Saved entries:
□ □ □ □ □ □ □

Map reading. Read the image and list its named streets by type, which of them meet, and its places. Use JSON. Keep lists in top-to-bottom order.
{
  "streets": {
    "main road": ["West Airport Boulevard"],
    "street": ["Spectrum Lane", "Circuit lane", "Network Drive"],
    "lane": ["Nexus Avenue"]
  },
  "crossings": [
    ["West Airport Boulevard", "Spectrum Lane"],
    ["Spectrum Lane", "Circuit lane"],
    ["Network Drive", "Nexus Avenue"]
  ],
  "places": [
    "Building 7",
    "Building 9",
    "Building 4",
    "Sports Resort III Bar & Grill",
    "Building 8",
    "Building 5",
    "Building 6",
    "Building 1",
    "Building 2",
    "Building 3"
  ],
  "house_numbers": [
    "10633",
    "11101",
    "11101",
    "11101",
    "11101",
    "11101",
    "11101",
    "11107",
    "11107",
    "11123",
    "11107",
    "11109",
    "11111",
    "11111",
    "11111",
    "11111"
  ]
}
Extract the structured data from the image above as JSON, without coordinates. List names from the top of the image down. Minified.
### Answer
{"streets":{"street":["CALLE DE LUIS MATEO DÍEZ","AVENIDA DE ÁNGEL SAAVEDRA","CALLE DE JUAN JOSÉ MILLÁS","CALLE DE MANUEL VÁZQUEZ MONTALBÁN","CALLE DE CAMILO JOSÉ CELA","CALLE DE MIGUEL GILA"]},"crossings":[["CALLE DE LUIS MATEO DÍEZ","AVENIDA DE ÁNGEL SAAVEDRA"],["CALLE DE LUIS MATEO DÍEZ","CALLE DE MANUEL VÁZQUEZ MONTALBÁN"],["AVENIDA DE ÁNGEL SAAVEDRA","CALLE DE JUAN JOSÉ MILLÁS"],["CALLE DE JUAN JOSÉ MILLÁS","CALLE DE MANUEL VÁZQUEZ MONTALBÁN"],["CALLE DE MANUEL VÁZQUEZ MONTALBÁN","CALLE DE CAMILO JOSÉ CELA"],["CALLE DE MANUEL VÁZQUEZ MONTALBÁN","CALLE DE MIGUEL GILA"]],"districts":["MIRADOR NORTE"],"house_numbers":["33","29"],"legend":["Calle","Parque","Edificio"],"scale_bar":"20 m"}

□ □ □ □ □ □ □

**Your goal:**
Nothing but the lines from the one with "Extract the structured" through the end of the data above should be repeated, each exactly as it stands.

**Answer section:**
Extract the structured data from the image above as JSON, without coordinates. List names from the top of the image down. Minified.
### Answer
{"streets":{"street":["CALLE DE LUIS MATEO DÍEZ","AVENIDA DE ÁNGEL SAAVEDRA","CALLE DE JUAN JOSÉ MILLÁS","CALLE DE MANUEL VÁZQUEZ MONTALBÁN","CALLE DE CAMILO JOSÉ CELA","CALLE DE MIGUEL GILA"]},"crossings":[["CALLE DE LUIS MATEO DÍEZ","AVENIDA DE ÁNGEL SAAVEDRA"],["CALLE DE LUIS MATEO DÍEZ","CALLE DE MANUEL VÁZQUEZ MONTALBÁN"],["AVENIDA DE ÁNGEL SAAVEDRA","CALLE DE JUAN JOSÉ MILLÁS"],["CALLE DE JUAN JOSÉ MILLÁS","CALLE DE MANUEL VÁZQUEZ MONTALBÁN"],["CALLE DE MANUEL VÁZQUEZ MONTALBÁN","CALLE DE CAMILO JOSÉ CELA"],["CALLE DE MANUEL VÁZQUEZ MONTALBÁN","CALLE DE MIGUEL GILA"]],"districts":["MIRADOR NORTE"],"house_numbers":["33","29"],"legend":["Calle","Parque","Edificio"],"scale_bar":"20 m"}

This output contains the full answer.